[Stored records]
....

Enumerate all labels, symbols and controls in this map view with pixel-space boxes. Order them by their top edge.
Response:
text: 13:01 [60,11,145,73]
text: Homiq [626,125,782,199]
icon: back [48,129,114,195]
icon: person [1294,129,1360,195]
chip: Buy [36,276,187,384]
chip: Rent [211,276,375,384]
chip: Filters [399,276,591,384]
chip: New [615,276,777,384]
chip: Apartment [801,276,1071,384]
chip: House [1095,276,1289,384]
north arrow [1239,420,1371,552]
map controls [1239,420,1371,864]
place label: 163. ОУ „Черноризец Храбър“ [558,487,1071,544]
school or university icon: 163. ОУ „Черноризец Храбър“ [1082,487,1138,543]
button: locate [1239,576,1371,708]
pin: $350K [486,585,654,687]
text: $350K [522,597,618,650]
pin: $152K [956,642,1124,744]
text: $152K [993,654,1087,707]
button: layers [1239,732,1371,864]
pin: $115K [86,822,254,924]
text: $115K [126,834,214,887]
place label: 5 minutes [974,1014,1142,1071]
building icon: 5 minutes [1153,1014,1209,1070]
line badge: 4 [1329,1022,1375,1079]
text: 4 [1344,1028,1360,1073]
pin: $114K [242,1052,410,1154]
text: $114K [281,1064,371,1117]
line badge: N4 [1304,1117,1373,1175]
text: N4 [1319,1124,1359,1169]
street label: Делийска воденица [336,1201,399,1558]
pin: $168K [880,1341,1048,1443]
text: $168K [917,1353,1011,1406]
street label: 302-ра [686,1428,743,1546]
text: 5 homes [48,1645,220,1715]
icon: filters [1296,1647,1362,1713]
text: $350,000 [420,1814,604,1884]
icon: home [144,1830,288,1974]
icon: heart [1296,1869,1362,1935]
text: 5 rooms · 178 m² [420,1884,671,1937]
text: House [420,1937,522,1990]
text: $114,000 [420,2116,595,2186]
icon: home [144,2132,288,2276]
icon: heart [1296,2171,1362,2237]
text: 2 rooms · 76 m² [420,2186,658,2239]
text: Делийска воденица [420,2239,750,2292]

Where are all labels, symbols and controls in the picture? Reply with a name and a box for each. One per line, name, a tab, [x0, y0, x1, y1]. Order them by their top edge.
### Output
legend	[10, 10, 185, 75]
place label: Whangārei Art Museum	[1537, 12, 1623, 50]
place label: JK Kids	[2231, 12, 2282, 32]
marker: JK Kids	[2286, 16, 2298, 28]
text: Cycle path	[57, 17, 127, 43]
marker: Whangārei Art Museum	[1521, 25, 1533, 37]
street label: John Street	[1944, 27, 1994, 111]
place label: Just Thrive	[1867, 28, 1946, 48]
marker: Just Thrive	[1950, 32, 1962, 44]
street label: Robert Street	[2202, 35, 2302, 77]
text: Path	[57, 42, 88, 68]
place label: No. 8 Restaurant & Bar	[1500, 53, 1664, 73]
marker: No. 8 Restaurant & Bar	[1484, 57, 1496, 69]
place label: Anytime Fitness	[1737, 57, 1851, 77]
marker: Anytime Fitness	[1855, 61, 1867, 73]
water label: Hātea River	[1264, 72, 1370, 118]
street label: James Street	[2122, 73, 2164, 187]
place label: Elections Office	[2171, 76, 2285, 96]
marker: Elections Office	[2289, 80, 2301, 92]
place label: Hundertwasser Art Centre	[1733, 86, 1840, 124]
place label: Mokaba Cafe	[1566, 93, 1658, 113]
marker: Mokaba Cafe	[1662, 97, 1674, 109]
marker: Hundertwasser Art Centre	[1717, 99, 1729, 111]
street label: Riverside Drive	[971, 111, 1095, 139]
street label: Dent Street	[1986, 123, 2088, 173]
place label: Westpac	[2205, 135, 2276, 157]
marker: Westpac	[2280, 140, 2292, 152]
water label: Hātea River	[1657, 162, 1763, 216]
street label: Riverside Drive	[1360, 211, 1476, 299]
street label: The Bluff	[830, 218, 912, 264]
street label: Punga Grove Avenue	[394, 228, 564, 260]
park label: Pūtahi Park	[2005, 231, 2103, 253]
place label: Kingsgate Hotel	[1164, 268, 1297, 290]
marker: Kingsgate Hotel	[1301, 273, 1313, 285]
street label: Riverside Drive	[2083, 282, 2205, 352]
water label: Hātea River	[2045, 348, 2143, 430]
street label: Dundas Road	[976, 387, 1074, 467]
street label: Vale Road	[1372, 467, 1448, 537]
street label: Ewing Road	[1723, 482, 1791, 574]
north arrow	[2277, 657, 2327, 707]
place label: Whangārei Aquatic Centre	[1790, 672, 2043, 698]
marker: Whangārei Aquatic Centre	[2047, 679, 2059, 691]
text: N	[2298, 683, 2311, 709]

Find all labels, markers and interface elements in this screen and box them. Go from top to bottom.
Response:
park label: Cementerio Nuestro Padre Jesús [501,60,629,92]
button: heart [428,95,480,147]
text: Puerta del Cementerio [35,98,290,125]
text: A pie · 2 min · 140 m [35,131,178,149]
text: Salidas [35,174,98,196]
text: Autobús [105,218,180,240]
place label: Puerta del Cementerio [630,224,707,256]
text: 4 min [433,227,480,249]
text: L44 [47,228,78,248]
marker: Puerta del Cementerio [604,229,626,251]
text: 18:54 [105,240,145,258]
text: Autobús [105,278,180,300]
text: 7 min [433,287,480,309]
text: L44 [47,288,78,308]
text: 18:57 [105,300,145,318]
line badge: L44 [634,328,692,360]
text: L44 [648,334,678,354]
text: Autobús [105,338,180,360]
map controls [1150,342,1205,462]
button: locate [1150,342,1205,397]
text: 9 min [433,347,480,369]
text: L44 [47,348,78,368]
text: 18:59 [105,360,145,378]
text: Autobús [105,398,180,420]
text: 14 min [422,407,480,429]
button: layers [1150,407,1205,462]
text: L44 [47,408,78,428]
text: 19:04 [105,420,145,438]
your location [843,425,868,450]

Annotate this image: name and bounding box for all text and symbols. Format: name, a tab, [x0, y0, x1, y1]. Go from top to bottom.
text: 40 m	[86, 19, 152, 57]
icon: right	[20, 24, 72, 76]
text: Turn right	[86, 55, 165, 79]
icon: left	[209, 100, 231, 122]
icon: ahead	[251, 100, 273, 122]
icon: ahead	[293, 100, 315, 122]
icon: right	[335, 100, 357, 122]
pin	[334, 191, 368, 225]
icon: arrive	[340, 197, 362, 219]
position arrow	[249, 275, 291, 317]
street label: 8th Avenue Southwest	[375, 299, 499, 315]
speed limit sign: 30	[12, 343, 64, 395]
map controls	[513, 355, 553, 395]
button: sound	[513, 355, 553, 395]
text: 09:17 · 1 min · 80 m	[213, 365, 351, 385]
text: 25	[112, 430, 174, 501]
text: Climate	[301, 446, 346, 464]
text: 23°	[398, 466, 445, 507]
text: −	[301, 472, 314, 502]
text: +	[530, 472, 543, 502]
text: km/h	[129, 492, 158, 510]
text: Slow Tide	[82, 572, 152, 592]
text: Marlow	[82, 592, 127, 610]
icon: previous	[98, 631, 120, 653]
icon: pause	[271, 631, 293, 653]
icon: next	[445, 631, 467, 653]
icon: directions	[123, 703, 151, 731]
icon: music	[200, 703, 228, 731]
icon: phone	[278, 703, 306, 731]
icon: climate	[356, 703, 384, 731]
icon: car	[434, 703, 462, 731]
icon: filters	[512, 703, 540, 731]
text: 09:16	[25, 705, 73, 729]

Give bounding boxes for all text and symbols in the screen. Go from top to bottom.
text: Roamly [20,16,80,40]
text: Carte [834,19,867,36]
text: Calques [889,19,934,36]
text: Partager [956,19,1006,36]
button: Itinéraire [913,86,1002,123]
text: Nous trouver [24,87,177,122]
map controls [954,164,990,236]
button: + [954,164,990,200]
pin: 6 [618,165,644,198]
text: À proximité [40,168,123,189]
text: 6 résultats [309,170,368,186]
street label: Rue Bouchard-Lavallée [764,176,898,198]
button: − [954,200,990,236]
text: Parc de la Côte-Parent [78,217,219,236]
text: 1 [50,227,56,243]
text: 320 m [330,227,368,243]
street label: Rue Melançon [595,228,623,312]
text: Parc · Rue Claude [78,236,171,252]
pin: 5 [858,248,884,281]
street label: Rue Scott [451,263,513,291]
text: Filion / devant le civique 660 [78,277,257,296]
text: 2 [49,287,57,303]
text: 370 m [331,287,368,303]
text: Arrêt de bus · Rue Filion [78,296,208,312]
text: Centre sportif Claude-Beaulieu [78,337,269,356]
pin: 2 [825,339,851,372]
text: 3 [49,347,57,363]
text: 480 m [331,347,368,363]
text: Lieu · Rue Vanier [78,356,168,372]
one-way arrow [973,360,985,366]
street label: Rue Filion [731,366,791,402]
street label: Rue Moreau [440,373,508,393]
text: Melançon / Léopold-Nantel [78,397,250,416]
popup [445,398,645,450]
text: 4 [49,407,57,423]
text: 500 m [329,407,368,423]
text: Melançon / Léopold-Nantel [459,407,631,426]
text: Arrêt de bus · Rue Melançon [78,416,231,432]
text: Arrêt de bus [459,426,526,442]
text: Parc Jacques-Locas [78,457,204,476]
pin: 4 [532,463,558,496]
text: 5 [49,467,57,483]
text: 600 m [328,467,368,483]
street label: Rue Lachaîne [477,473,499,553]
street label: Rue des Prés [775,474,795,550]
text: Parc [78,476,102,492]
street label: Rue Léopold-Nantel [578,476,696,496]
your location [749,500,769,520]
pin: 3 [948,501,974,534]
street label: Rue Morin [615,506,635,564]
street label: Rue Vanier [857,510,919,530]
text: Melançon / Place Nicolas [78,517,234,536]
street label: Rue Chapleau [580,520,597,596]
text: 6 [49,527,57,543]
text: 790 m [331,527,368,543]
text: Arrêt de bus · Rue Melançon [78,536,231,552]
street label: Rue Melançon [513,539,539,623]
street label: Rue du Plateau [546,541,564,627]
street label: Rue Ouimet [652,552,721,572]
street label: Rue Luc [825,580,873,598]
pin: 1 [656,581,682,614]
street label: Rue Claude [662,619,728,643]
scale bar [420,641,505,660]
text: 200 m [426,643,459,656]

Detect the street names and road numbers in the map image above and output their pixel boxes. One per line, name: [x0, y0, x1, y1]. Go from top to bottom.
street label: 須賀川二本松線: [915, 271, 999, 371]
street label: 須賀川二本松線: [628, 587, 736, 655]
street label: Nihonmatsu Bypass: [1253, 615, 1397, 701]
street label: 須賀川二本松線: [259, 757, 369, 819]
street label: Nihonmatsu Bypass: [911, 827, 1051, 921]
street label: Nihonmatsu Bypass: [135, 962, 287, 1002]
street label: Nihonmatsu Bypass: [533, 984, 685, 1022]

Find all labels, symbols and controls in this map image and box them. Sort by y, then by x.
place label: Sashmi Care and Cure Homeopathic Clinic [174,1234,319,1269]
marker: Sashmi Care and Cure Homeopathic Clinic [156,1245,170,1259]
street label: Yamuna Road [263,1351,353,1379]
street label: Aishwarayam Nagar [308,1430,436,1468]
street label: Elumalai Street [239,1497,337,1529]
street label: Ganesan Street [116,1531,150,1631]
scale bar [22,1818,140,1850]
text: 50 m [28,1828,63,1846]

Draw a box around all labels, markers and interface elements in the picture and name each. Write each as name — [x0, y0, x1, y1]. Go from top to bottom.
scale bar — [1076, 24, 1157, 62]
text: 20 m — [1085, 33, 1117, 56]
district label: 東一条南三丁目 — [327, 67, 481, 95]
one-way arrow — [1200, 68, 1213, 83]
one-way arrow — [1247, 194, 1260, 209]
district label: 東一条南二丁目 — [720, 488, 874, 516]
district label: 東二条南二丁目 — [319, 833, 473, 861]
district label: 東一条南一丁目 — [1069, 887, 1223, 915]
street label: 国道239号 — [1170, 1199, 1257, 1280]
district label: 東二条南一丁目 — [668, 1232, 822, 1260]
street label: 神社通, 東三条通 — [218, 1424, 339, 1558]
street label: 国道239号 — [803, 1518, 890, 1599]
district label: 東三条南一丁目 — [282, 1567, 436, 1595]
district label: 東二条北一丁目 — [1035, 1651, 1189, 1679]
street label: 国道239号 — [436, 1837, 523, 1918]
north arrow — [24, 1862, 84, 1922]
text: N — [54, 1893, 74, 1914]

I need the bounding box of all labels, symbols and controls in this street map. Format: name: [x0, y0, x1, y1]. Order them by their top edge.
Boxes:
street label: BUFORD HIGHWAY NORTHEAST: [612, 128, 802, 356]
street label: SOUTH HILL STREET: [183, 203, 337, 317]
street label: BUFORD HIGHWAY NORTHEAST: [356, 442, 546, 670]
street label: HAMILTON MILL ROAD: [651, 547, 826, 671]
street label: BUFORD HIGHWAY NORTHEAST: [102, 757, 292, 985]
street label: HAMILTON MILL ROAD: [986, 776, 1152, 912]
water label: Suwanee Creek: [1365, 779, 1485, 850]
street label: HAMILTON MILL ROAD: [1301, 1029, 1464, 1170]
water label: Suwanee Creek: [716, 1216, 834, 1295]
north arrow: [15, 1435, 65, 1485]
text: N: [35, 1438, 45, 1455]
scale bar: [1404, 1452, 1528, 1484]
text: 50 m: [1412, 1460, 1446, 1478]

....

Task statement: All lines from the one that contains "I need the bounding" to the end of the records above are to be copied exactly; leave out the rest.

Exercise response:
I need the bounding box of all labels, symbols and controls in this street map. Format: name: [x0, y0, x1, y1]. Order them by their top edge.
Boxes:
street label: BUFORD HIGHWAY NORTHEAST: [612, 128, 802, 356]
street label: SOUTH HILL STREET: [183, 203, 337, 317]
street label: BUFORD HIGHWAY NORTHEAST: [356, 442, 546, 670]
street label: HAMILTON MILL ROAD: [651, 547, 826, 671]
street label: BUFORD HIGHWAY NORTHEAST: [102, 757, 292, 985]
street label: HAMILTON MILL ROAD: [986, 776, 1152, 912]
water label: Suwanee Creek: [1365, 779, 1485, 850]
street label: HAMILTON MILL ROAD: [1301, 1029, 1464, 1170]
water label: Suwanee Creek: [716, 1216, 834, 1295]
north arrow: [15, 1435, 65, 1485]
text: N: [35, 1438, 45, 1455]
scale bar: [1404, 1452, 1528, 1484]
text: 50 m: [1412, 1460, 1446, 1478]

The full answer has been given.